Goal of the exercise - Word for word, return the lines from the top of the listing to the line containing "0 #584c41) drop-shadow(-2px", both ends included, and no others.

Extracted records -
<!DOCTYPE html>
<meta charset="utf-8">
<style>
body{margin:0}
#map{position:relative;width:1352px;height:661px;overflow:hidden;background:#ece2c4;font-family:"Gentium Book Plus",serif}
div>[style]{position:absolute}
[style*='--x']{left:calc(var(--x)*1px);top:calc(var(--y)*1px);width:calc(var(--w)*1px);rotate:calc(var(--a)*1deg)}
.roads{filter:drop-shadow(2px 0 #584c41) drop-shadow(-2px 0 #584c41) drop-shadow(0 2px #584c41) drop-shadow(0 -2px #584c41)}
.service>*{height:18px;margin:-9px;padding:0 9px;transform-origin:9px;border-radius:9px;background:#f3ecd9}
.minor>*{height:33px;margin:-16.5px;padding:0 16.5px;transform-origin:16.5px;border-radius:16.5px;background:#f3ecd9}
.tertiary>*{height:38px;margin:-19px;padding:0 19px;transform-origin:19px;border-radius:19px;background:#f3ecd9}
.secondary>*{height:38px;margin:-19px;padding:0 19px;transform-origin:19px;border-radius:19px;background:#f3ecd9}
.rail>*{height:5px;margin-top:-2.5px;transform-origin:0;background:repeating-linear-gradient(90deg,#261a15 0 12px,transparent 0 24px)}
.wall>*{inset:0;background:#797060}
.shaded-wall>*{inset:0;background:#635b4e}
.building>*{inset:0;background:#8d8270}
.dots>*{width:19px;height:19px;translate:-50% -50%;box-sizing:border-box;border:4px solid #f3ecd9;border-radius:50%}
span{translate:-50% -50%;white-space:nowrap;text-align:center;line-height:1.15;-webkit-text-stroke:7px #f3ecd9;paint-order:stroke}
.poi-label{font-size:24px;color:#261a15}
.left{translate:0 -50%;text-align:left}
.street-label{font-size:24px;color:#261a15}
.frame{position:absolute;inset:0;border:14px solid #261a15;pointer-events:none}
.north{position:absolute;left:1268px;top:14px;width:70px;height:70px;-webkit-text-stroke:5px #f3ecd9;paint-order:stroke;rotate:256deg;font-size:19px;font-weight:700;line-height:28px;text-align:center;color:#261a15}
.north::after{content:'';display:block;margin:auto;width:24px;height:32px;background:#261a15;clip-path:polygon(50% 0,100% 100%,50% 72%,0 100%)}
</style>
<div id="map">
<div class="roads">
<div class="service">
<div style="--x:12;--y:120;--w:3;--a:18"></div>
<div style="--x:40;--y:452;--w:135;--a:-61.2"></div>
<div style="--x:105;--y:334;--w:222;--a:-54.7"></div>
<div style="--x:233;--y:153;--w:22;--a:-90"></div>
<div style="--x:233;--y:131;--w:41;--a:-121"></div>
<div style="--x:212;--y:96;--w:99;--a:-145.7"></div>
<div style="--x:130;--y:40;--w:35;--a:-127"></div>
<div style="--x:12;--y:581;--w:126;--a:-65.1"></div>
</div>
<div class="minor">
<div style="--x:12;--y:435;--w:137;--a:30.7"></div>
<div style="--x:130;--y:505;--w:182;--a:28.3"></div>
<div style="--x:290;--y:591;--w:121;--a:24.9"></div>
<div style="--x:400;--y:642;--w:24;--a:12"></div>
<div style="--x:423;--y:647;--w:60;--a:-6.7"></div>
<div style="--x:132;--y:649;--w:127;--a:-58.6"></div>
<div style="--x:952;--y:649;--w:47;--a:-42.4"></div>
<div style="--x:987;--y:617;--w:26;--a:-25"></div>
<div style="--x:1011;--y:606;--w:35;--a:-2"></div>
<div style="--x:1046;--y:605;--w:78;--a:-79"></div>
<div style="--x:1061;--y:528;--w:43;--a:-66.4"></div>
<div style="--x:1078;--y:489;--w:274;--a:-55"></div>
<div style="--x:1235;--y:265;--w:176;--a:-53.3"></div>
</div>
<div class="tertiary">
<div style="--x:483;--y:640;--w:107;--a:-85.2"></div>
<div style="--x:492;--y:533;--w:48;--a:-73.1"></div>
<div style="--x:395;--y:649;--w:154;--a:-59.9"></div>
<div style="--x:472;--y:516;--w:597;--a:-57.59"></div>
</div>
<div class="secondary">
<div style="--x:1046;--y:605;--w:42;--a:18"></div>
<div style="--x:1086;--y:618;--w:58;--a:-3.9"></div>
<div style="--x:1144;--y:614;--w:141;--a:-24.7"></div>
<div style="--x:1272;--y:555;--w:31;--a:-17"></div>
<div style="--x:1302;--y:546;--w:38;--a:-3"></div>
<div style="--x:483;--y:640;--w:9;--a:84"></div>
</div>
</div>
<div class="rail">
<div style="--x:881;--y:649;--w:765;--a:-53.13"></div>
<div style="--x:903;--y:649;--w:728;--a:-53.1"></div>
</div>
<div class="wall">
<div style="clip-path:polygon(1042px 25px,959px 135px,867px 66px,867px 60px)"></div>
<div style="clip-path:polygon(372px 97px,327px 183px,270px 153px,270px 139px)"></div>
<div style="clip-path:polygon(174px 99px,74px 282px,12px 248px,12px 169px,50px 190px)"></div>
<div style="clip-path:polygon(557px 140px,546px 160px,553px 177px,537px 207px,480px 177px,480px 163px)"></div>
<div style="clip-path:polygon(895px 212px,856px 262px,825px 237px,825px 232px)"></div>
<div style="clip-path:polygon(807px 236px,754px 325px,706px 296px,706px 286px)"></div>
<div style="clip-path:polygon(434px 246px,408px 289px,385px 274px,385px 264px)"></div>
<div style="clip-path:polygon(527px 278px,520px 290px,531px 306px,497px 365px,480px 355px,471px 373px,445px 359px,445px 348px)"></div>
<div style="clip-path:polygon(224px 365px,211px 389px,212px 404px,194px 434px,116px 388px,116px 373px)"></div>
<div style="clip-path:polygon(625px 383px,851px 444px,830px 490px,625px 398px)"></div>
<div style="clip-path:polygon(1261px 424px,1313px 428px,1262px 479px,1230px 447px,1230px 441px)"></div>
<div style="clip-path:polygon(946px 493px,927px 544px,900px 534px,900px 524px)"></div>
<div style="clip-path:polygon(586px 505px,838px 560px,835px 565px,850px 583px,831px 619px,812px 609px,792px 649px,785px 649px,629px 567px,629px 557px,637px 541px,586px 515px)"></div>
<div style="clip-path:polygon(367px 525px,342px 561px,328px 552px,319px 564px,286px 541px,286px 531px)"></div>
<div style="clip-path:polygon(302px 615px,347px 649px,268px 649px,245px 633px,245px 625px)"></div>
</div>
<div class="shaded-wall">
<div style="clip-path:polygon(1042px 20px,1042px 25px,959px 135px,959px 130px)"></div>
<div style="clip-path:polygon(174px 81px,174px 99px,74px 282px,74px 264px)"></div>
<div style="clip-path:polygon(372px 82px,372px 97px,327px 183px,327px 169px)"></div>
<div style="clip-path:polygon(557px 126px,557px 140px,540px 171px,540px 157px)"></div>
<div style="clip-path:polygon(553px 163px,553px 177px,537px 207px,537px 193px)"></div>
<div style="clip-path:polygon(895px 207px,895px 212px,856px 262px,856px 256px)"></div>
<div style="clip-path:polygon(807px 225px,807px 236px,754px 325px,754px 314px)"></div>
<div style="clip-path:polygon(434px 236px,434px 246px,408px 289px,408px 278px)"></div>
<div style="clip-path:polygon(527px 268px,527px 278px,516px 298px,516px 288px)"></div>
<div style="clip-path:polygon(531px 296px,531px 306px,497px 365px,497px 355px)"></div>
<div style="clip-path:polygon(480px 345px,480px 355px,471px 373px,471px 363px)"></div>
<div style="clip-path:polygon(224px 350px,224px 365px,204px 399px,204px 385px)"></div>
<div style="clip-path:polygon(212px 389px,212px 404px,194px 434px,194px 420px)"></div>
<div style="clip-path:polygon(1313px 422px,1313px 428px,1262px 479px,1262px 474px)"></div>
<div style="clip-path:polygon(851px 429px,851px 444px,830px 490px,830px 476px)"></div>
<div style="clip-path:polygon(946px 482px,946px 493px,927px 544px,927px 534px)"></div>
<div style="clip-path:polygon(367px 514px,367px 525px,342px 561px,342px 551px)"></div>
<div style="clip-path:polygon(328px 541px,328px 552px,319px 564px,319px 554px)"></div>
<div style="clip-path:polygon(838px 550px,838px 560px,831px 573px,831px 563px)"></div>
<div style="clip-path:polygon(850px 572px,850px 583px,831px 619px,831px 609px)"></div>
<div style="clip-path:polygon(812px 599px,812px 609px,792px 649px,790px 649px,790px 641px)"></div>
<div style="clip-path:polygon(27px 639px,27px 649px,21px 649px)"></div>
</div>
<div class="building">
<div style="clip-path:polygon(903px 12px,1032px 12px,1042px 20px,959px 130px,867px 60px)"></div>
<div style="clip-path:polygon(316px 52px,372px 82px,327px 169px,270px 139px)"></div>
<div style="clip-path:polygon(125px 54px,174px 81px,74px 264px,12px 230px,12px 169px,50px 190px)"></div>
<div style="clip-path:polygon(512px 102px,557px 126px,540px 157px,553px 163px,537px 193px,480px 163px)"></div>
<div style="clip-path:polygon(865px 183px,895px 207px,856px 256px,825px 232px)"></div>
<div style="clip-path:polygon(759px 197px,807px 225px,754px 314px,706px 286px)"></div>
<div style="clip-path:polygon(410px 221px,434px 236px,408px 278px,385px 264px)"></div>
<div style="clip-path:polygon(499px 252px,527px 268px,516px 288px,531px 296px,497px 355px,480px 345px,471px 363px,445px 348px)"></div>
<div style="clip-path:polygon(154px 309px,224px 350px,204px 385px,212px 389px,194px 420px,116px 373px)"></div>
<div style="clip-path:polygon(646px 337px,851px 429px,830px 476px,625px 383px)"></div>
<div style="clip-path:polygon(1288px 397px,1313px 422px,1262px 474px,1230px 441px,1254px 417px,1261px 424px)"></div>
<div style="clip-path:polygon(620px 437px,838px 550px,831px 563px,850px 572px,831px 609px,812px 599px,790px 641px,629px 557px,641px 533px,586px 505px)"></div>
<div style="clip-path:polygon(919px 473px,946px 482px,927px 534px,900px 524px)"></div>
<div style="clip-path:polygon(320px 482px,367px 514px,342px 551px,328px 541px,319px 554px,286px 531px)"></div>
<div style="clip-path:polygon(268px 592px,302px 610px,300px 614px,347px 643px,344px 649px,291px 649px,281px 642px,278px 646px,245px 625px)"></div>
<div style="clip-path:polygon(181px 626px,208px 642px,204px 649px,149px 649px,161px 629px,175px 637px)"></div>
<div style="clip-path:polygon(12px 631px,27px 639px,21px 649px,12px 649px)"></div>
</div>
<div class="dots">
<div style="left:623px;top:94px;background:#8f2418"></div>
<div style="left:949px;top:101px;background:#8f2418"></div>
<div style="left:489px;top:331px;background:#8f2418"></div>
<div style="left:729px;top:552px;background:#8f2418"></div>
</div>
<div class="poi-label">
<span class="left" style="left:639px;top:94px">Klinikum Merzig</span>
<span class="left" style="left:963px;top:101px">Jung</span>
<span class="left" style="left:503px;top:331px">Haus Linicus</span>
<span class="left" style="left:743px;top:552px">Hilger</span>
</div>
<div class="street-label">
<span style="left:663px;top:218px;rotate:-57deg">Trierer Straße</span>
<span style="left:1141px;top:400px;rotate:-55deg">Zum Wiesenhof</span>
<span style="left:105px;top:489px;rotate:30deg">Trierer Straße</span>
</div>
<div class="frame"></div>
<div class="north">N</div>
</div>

Response box -
<!DOCTYPE html>
<meta charset="utf-8">
<style>
body{margin:0}
#map{position:relative;width:1352px;height:661px;overflow:hidden;background:#ece2c4;font-family:"Gentium Book Plus",serif}
div>[style]{position:absolute}
[style*='--x']{left:calc(var(--x)*1px);top:calc(var(--y)*1px);width:calc(var(--w)*1px);rotate:calc(var(--a)*1deg)}
.roads{filter:drop-shadow(2px 0 #584c41) drop-shadow(-2px 0 #584c41) drop-shadow(0 2px #584c41) drop-shadow(0 -2px #584c41)}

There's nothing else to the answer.